When I got home I searched the internet for anything resembling what we ate, and although I didn't find a recipe for our particular kind of cheesecake, I discovered that this whole cashew thing was pretty big among vegans and the like.

Determined to recreate what we had tasted at the restaurant, I combined and tweaked a few cheesecake recipes until I came up with this.

If you'd like to view some of the recipes that inspired mine, they can be found herehere and here.


I hope you enjoy this spring treat!


Ingredients:


Crust:

2 cups raw almonds
1/2 cup whole dates, pitted
1/2 cup dried cranberries
1/4 cup shredded coconut (unsweetened)
1/8 tsp sea salt
zest from lime, lemon and orange

Filling:

3 1/2 cups raw cashews, soaked for 4-7 hours
1/2 cup raw honey
2/3 cup coconut oil, in liquid state
1/3 cup fresh lime juice
1/3 cup fresh lemon juice
juice from one orange (approximately 1/2 cup)
2 tsp zest from orange, lemon and lime
1/2 tsp sea salt
1 tsp vanilla extract


Directions:

For the filling, blend the cashews in a food processor for about 15 seconds. Then add the rest of the filling ingredients and blend until completely smooth. I always blend a little longer than I think it needs. Pour into a bowl and set aside in refrigerator.

For the crust, blend the almonds, cranberries, coconut and salt in the food processor. Add in the dates in small amounts until the crust begins to hold together. Press into the bottom of the springform pan. Then pour in filling. Freeze for at least 4 hours or overnight.

To serve, let thaw for 30 minutes.






Sunday, May 5, 2013

Berry Spinach Smoothie

(makes 2 large servings)


As the days are finally becoming warm and sunny, I am getting so excited to start making smoothies again. I love all kinds of smoothies, and this recipe is one of my favorite, go-too options during the summery months.

Please don't let the spinach turn you off! I've had "green monster" smoothies before that I really dislike. I made one once that I could hardly swallow because I felt like I was drinking liquid spinach. Blech.

I like healthy food but I expect it to taste good!

So in order to get a little more greens in my diet and still enjoy my food, this recipe was conceived. I found the problem with most spinach smoothies I attempted was that I could taste way too much spinach. But in this one, the berries hide its flavor. You truthfully cannot tell it's there.
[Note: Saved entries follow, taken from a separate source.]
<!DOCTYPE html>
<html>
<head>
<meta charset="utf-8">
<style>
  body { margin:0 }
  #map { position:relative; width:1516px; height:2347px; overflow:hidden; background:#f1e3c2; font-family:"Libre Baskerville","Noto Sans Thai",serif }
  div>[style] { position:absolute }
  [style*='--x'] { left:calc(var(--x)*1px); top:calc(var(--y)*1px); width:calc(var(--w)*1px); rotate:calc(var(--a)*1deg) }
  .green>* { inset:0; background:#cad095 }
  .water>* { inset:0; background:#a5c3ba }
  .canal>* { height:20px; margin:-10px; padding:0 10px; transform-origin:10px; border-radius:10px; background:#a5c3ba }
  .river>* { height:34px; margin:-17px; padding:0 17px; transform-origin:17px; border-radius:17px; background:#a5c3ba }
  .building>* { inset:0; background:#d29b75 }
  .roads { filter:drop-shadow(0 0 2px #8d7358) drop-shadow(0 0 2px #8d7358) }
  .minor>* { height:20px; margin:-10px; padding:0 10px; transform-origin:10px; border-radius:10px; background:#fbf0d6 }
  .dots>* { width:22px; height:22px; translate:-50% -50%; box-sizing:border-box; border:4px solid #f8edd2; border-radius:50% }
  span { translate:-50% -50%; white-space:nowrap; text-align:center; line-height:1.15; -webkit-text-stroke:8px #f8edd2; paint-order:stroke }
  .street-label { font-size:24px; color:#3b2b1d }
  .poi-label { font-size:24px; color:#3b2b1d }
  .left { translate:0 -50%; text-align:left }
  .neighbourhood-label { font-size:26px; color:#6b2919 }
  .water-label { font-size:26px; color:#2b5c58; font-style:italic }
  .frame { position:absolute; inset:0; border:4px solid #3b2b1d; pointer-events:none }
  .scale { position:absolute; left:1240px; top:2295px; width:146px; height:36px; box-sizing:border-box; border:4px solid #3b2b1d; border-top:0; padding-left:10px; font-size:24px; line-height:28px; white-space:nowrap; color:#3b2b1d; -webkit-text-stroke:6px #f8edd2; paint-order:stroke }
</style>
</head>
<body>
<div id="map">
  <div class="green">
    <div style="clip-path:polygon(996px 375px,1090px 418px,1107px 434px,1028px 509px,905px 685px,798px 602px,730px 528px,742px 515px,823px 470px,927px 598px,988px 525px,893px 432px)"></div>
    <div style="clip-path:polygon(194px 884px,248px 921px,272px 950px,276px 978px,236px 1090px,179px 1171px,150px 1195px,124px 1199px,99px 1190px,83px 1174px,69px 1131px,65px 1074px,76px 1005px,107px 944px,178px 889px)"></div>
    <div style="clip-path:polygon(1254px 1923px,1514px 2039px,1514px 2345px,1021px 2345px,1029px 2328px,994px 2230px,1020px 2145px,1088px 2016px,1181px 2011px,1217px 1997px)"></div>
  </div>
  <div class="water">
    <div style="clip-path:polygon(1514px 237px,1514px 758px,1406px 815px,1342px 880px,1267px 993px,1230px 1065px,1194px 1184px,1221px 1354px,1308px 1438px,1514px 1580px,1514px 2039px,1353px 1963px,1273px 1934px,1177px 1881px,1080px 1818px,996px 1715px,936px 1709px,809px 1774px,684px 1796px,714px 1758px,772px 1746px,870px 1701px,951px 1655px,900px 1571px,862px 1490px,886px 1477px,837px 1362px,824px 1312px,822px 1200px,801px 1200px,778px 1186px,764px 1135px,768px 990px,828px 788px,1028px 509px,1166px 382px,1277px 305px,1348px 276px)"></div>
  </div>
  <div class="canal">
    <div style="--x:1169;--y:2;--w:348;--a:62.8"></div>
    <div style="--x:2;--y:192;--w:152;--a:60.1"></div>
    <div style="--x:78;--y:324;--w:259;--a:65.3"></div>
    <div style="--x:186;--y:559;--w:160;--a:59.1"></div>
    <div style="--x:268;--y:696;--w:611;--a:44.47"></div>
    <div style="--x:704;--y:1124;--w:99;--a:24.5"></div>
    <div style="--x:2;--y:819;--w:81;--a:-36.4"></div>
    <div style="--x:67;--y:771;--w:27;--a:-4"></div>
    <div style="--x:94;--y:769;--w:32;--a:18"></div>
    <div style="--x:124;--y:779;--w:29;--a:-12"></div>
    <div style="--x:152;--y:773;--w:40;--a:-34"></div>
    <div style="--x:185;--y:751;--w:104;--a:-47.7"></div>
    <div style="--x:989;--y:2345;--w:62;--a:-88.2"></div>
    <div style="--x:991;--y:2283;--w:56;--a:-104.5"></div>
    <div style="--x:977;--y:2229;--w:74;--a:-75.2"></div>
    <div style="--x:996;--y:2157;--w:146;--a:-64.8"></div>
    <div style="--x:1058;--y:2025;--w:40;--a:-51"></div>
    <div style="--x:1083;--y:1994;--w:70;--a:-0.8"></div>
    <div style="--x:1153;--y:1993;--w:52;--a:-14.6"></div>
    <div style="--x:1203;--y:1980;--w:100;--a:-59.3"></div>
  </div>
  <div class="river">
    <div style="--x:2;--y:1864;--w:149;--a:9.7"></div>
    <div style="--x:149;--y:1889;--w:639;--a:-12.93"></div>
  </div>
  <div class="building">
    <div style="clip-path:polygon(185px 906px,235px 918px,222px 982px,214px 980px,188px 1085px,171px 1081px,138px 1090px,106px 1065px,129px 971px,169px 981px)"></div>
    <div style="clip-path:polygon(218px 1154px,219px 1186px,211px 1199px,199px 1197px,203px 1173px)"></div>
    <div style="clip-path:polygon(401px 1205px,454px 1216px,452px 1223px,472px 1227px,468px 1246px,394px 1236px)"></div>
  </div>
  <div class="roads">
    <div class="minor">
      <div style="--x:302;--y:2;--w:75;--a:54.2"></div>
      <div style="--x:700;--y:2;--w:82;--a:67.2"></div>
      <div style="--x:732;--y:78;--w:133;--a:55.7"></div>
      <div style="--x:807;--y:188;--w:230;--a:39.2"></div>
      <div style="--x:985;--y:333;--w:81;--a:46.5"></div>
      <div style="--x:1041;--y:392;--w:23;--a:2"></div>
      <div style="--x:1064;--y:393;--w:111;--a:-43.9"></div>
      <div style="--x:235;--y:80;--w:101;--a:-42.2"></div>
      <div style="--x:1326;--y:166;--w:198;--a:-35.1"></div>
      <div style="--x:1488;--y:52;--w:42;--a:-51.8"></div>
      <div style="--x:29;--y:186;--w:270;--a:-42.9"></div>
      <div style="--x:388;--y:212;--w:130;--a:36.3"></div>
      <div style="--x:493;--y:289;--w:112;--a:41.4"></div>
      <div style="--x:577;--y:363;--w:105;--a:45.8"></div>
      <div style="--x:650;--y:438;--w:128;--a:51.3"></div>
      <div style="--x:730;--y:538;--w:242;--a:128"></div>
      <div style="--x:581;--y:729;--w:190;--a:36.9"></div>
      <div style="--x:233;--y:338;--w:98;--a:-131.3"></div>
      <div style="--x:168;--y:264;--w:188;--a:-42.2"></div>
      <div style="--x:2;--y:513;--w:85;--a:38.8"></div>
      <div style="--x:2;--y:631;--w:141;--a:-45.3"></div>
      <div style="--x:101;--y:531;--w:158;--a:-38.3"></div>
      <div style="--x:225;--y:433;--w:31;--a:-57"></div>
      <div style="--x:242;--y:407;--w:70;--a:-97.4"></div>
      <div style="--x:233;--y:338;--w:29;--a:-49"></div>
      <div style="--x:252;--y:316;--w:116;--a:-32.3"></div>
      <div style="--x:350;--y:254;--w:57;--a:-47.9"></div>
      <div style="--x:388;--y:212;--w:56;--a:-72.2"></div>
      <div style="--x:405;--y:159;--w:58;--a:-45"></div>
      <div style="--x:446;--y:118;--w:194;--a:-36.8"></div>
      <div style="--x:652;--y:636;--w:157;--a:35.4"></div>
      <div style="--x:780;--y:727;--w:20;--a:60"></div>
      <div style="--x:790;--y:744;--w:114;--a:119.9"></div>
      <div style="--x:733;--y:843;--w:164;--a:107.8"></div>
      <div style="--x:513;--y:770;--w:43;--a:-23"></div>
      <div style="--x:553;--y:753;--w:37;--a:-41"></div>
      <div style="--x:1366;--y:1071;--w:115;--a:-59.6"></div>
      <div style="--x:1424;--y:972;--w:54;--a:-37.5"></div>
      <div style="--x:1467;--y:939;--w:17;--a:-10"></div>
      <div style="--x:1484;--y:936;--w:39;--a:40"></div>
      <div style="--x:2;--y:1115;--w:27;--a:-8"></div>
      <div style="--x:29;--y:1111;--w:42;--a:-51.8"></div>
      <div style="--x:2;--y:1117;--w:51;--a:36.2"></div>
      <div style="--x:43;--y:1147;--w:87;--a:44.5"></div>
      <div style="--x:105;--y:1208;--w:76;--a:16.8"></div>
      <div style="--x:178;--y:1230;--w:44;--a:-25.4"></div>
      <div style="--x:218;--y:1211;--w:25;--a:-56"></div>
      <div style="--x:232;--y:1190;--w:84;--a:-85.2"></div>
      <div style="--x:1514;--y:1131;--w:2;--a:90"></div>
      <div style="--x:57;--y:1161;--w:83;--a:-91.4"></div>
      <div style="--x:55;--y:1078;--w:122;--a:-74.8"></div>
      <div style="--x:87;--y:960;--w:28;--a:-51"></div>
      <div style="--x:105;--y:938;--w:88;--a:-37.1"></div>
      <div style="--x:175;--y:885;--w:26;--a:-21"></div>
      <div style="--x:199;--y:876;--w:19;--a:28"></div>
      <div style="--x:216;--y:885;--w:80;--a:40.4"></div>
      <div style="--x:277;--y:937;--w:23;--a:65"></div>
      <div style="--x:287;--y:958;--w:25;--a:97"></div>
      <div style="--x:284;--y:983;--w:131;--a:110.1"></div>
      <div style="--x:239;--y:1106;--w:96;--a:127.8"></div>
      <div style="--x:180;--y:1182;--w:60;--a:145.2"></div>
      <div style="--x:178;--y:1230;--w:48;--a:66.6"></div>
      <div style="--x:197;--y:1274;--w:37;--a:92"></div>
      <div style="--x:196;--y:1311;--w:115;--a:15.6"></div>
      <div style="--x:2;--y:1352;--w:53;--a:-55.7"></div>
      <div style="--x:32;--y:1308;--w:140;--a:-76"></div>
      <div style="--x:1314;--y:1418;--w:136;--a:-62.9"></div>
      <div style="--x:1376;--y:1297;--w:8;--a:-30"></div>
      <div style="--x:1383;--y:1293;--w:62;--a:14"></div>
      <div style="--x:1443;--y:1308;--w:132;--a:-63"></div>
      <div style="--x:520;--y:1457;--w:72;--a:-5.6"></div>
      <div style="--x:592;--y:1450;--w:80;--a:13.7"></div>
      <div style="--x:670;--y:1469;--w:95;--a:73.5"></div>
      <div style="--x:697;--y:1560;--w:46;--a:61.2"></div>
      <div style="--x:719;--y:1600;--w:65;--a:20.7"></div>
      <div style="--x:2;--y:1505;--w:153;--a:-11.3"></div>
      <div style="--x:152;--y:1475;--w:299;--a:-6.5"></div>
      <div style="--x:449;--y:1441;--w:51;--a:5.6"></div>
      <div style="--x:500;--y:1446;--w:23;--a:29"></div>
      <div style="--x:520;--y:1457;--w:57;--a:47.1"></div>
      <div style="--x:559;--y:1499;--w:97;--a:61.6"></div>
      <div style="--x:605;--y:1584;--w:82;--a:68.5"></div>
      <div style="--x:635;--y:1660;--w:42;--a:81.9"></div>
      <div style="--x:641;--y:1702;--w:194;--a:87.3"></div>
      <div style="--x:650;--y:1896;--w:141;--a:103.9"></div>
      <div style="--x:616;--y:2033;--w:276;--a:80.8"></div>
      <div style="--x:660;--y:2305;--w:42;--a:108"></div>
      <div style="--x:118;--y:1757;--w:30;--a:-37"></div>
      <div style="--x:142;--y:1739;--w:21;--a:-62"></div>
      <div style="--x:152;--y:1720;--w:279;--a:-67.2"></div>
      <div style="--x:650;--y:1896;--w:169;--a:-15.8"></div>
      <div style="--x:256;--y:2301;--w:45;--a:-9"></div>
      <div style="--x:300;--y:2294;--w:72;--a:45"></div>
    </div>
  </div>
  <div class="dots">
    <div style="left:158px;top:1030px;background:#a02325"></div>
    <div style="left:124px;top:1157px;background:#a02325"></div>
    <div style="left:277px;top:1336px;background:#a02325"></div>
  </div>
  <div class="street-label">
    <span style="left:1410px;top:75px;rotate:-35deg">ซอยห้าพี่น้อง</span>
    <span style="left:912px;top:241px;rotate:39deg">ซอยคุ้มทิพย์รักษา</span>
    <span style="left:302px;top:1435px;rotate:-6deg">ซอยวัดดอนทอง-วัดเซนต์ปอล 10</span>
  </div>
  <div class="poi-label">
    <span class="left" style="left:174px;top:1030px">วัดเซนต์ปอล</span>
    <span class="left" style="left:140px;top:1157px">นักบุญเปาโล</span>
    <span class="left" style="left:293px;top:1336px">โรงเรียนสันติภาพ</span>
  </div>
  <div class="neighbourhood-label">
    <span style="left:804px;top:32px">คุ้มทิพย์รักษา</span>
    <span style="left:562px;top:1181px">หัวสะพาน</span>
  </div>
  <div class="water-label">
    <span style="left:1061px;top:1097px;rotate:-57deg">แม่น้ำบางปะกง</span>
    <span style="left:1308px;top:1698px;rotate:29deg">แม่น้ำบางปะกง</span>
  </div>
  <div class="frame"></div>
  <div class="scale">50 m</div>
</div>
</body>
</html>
So even though it's a little scary, give this recipe a try! I hope you enjoy it as much as I do.



Ingredients:

1/2-1 cup fresh spinach
1 banana, frozen
1 cup frozen strawberries
1 cup frozen berries of your choice (My favorite is blueberries and raspberries)
1/3-1/2 cup full fat coconut milk (use according to desired consistency)
1 lemon, freshly squeezed



Directions:

Place spinach in food processor and blend for a few seconds. Add the banana and berries and blend until they become small to medium chunks. Add lemon juice and coconut milk and blend until you reach the desired consistency. I like my smoothies really thick, so I only put in 1/3 cup of coconut milk. Top with a few berries and drink to summer!